Comentário

Propaganda e realidade

Realiza-se esta semana, a 25 e 26 de Março, mais um Conselho Europeu, o chamado Conselho da Primavera. Com os graves problemas sociais que se vivem em diversos estados-membros da União Europeia, com destaque para o desemprego, o trabalho precário e a pobreza, veremos que as respostas irão sobretudo para a chamada sustentabilidade das finanças públicas, esquecendo a necessidade de medidas para a sustentabilidade social.
Em geral, o que preocupa os comentadores políticos é saber se vai ou não surgir uma resposta para apoiar a Grécia, designadamente através de um empréstimo que evite o recurso ao FMI. É verdade que esta é uma questão importante, sobretudo por contradizer tudo quanto propagandearam sobre as virtudes do euro e as benesses resultantes de pertencer à zona euro, de se estar no tal «pelotão da frente» de uma moeda forte dos países ricos, insinuando que isso também nos tornaria ricos, a nós, portugueses. Pertencer à zona euro, diziam-nos, era um seguro contra as crises financeiras, evitando o recurso aos empréstimos e às receitas do FMI.

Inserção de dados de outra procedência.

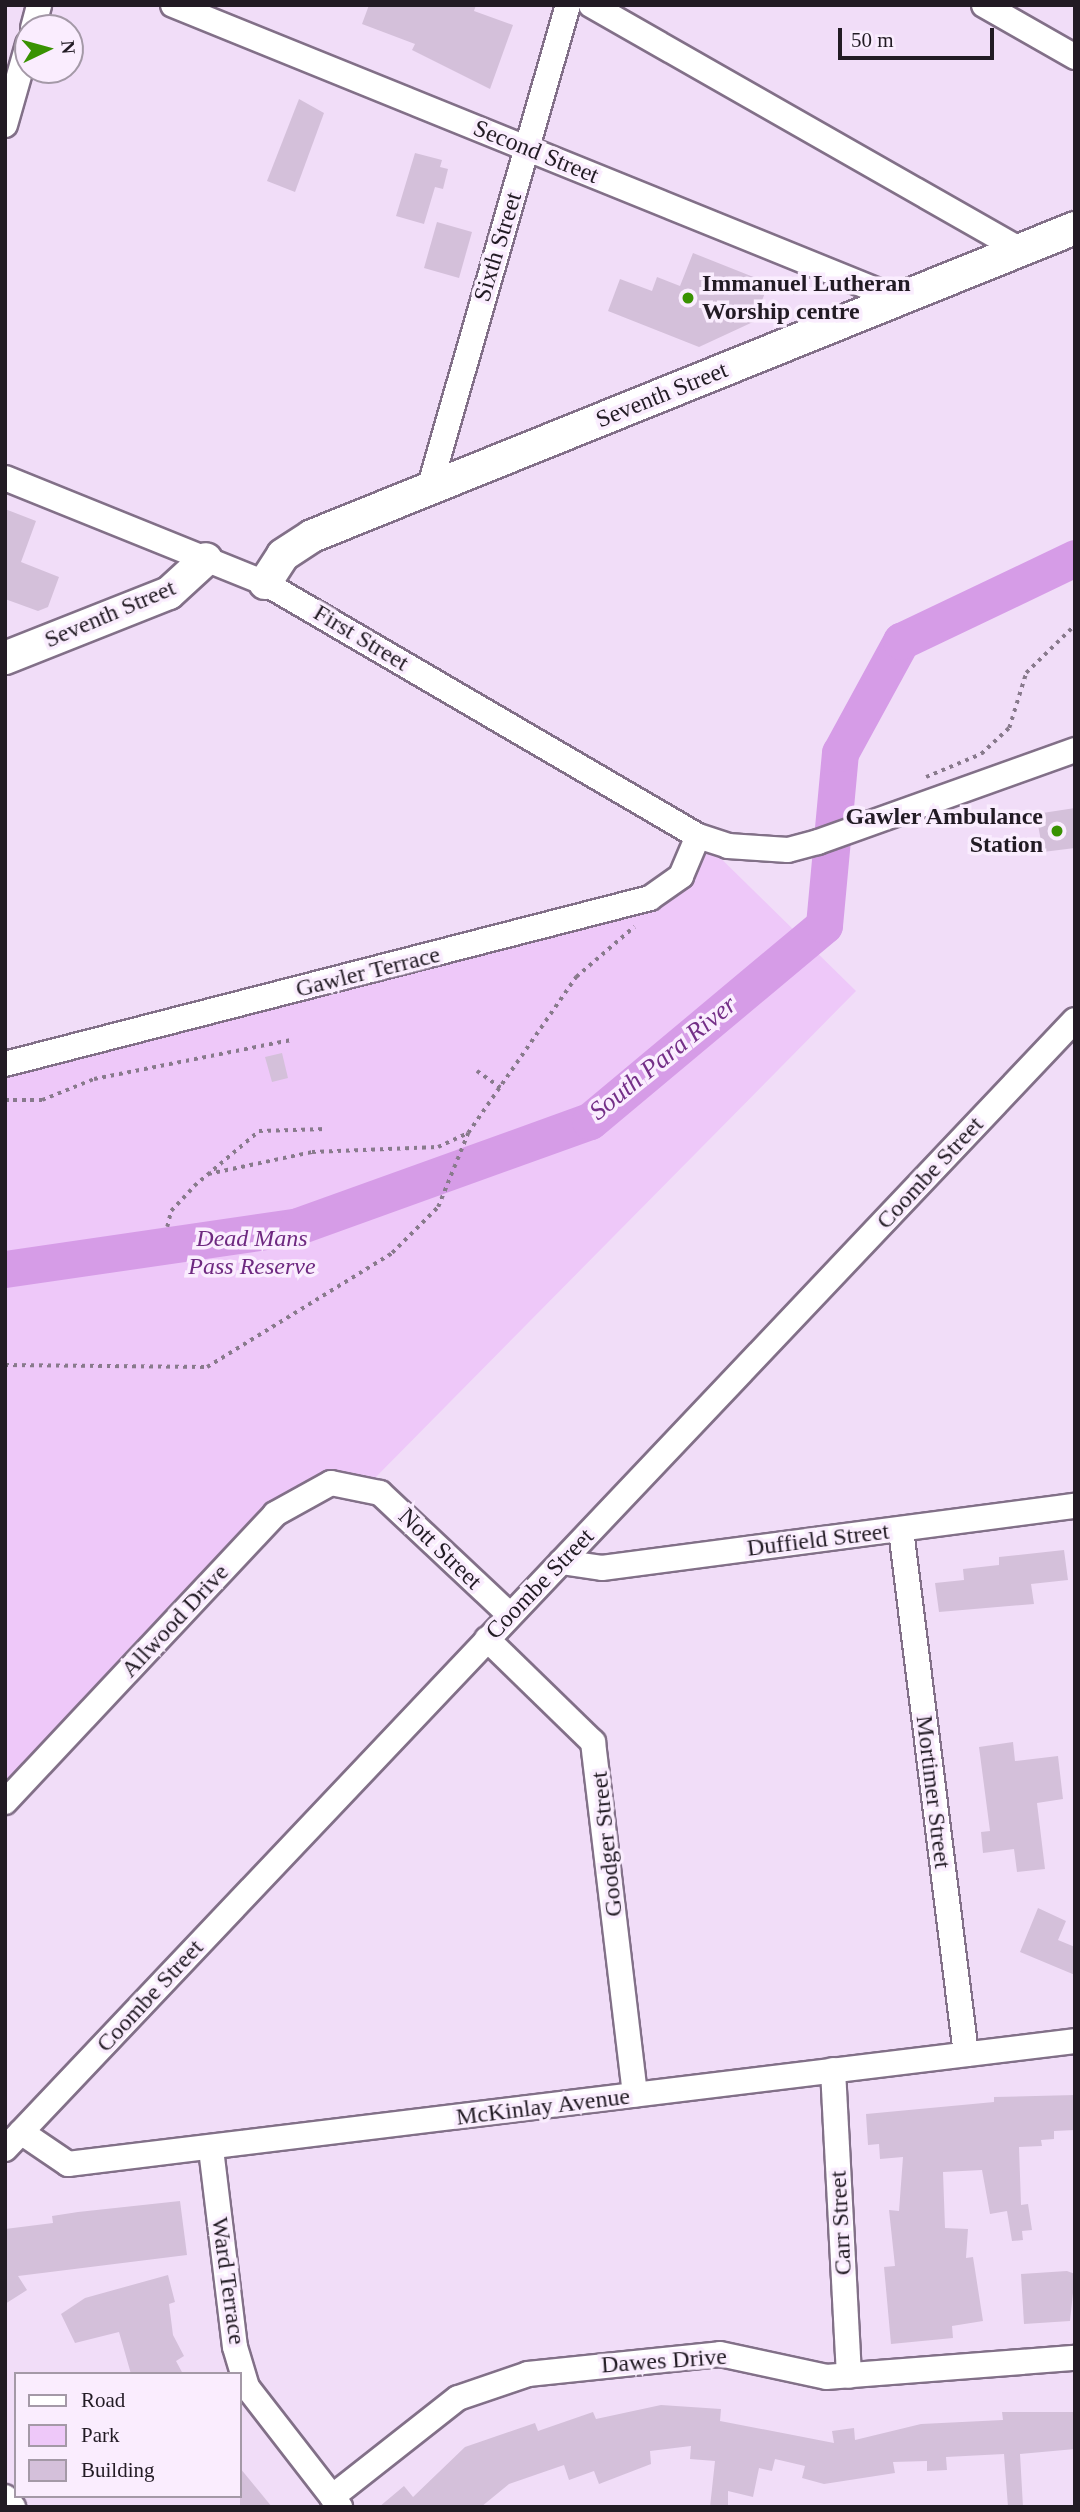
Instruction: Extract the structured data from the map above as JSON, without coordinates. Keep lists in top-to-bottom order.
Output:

Afinal, bastou a primeira crise a sério para demonstrar que não existe solidariedade na zona euro e que a chamada «coesão económica e social» não passa de uma expressão de mera propaganda em campanhas eleitorais para o Parlamento Europeu. Agora, a senhora Merkel até já ameaça com expulsões da zona euro àqueles que, tal como a Grécia e outros, não cumpram o Pacto de Estabilidade, esquecendo que a Alemanha foi e é a grande beneficiária da política de um euro forte, por ser o Estado com a economia mais desenvolvida e com maior volume de exportações.

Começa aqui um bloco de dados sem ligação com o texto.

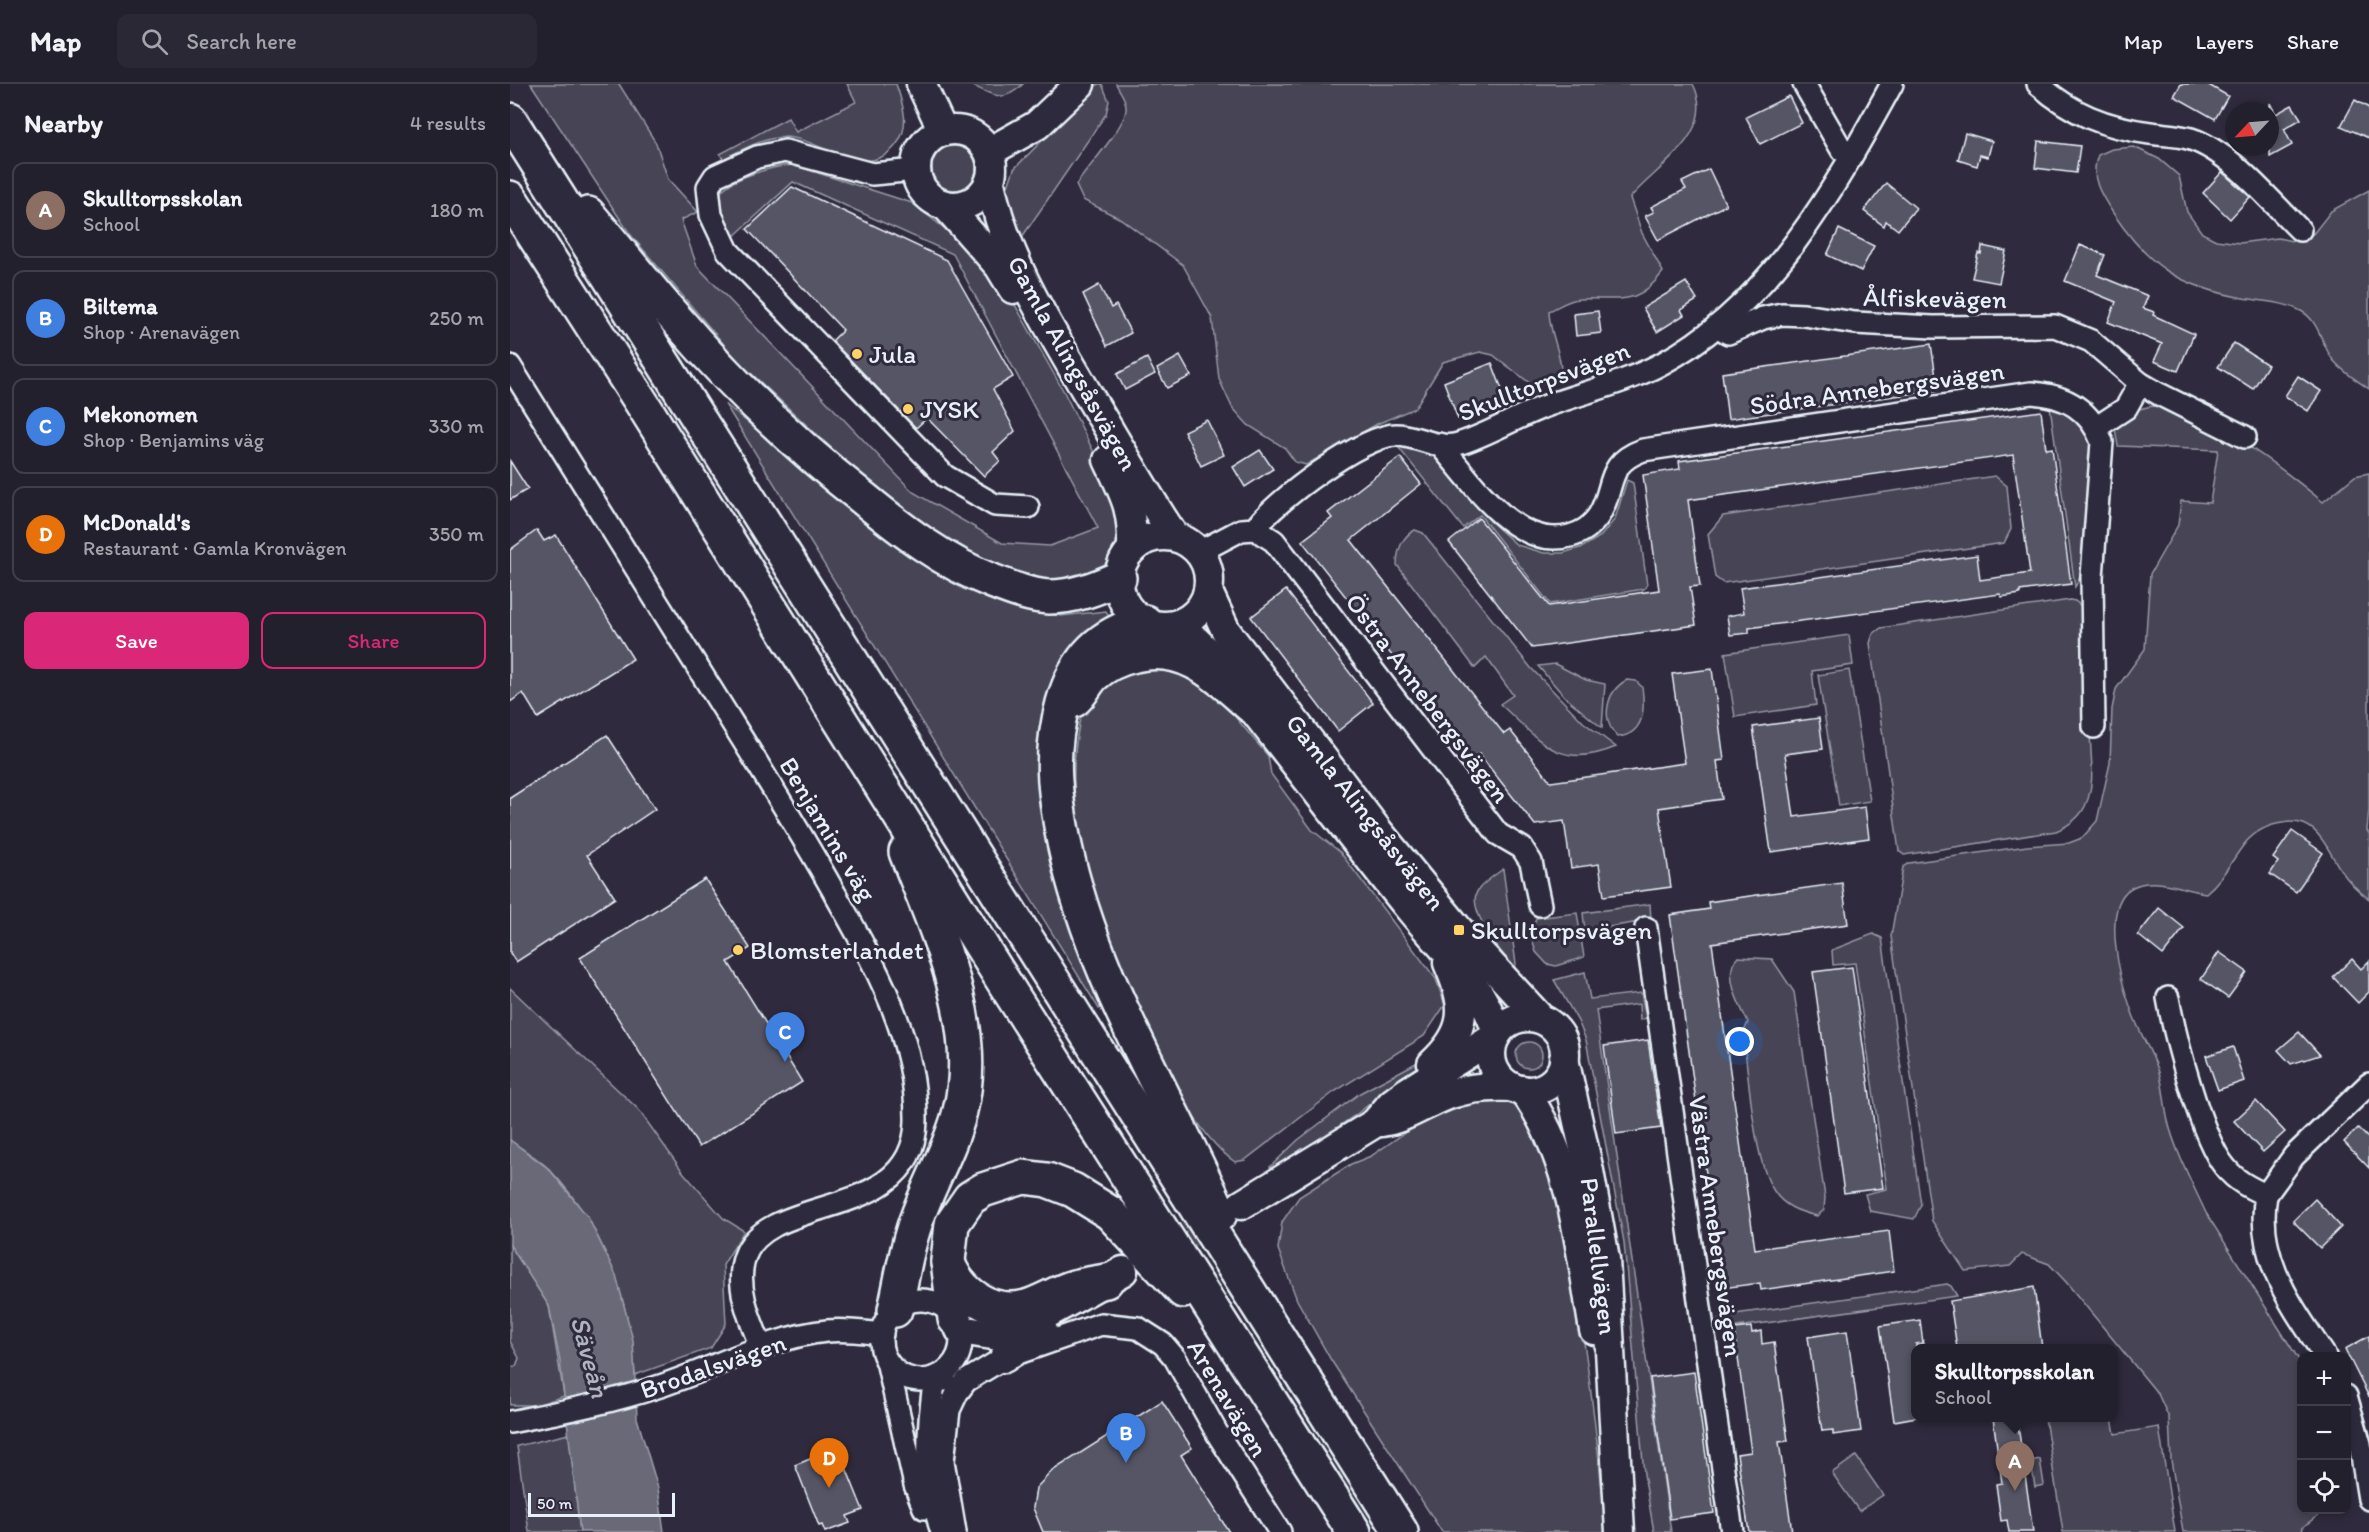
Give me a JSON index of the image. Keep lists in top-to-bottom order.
{
  "streets": {
    "street": [
      "Ålfiskevägen",
      "Gamla Alingsåsvägen",
      "Skulltorpsvägen",
      "Södra Annebergsvägen",
      "Östra Annebergsvägen",
      "Benjamins väg",
      "Västra Annebergsvägen",
      "Parallellvägen",
      "Brodalsvägen",
      "Arenavägen"
    ]
  },
  "crossings": [
    ["Ålfiskevägen", "Skulltorpsvägen"],
    ["Gamla Alingsåsvägen", "Skulltorpsvägen"],
    ["Gamla Alingsåsvägen", "Parallellvägen"],
    ["Skulltorpsvägen", "Södra Annebergsvägen"],
    ["Skulltorpsvägen", "Östra Annebergsvägen"],
    ["Benjamins väg", "Brodalsvägen"]
  ],
  "water": ["Säveån"],
  "places": {
    "other": ["Jula", "JYSK", "Blomsterlandet"],
    "transit": ["Skulltorpsvägen"]
  },
  "scale_bar": "50 m",
  "north": "bottom left",
  "page": {
    "header": "Map",
    "search": "Search here",
    "nav": ["Map", "Layers", "Share"],
    "heading": ["Nearby", "4 results"],
    "list": [
      {
        "mark": "A",
        "name": "Skulltorpsskolan",
        "note": "School",
        "value": "180 m"
      },
      {
        "mark": "B",
        "name": "Biltema",
        "note": "Shop · Arenavägen",
        "value": "250 m"
      },
      {
        "mark": "C",
        "name": "Mekonomen",
        "note": "Shop · Benjamins väg",
        "value": "330 m"
      },
      {
        "mark": "D",
        "name": "McDonald's",
        "note": "Restaurant · Gamla Kronvägen",
        "value": "350 m"
      }
    ],
    "buttons": ["Save", "Share"],
    "pins": [
      "C",
      "B",
      "D",
      "A"
    ],
    "popup": ["Skulltorpsskolan", "School"],
    "map_buttons": ["+", "−"],
    "scale": "50 m"
  }
}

Todos os estudos existentes demonstram que a Alemanha foi o país que mais ganhou com a criação do euro e Portugal um dos que mais perdeu. O que, aliás, é fácil de verificar quando se olha para o agravamento das nossas dependências e o correspondente aumento das dívidas, designadamente pública e externa, resultantes da destruição de parte substancial da produção (industrial, agrícola e das próprias pescas), que não suportou o impacto da política cambial do euro forte a que juntaram a liberalização do comércio internacional e a chamada livre concorrência. Ora, as teorias económicas avisam que, quando se integram economias com diferentes graus de desenvolvimento, a mais desenvolvida tende a sobrepor-se à mais atrasada. E foi o que aconteceu.

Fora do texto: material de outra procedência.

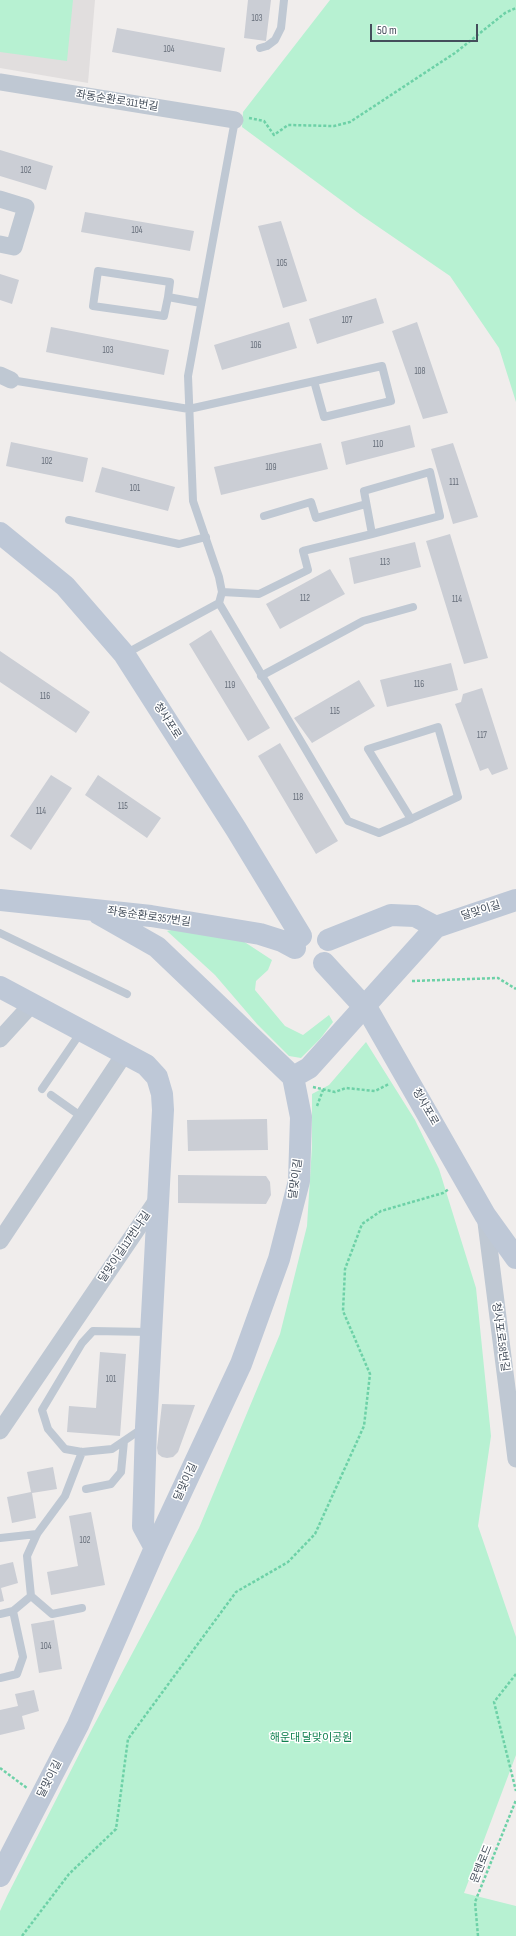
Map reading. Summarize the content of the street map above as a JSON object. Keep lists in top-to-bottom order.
{
  "streets": {
    "street": [
      "좌동순환로311번길",
      "청사포로",
      "달맞이길",
      "좌동순환로357번길",
      "달맞이길117번나길",
      "청사포로58번길"
    ],
    "path": ["문텐로드"]
  },
  "crossings": [
    ["청사포로", "좌동순환로357번길"],
    ["청사포로", "청사포로58번길"]
  ],
  "parks": ["해운대 달맞이공원"],
  "house_numbers": [
    "103",
    "104",
    "102",
    "104",
    "105",
    "107",
    "106",
    "103",
    "108",
    "110",
    "102",
    "109",
    "111",
    "101",
    "113",
    "112",
    "114",
    "116",
    "119",
    "116",
    "115",
    "117",
    "118",
    "115",
    "114",
    "101",
    "102",
    "104"
  ],
  "scale_bar": "50 m"
}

Diziam-nos que havia fundos comunitários para apoiar o desenvolvimento de Portugal e evitar que o «peixe grande» comesse o «peixe pequeno». Mas esses fundos não só foram muito insuficientes, como foram mal aproveitados e, neste momento, correm o risco de nem sequer serem utilizados se não alterarem as regras que obrigam a uma parte de cofinanciamento português. O que tende a agravar as divergências, as assimetrias e as desigualdades sociais, não só entre as diversas camadas e classes sociais mas também entre os estados, pois quem tem dinheiro próprio utilizará os fundos até ao fim (Alemanha, França, etc.) e quem não tem não o poderá fazer, sejam estados ou micro e pequenas empresas, por não terem a parte obrigatória para o cofinanciamento de 25%, 30% ou 50%...

Medidas essenciais

Por isso, há três grupos de medidas essenciais que o Conselho Europeu deveria tomar:
- Revogar o Pacto de Estabilidade e substituí-lo por um Pacto de Progresso e Desenvolvimento Social, pondo fim aos seus critérios estúpidos, designadamente os tectos do défice de 3% dos Orçamentos do Estado, e estabelecer como prioridade a criação dos cerca de cinco milhões de empregos perdidos no último ano;
- Dar conteúdo ao Ano Europeu de Luta contra a Pobreza, com medidas de solidariedade social, designadamente através do reforço do orçamento comunitário por parte dos países mais ricos (passar de 1% para 2% do PIB comunitário) para diminuir urgentemente a pobreza na União Europeia em pelo menos cerca de 20 milhões de pessoas, com prioridade às crianças e idosos. Registe-se que, em Portugal, cerca de 23% das crianças e jovens com menos de 18 anos estão em situação de pobreza.
- Acelerar o envio para os países em dificuldades, incluindo Portugal, dos fundos comunitários aprovados no âmbito do actual quadro financeiro e alteração dos critérios de cofinanciamento, admitindo o financiamento de projectos de investimento públicos e privados a 100% pelos fundos comunitários, visando o apoio à produção e a criação de emprego com direitos.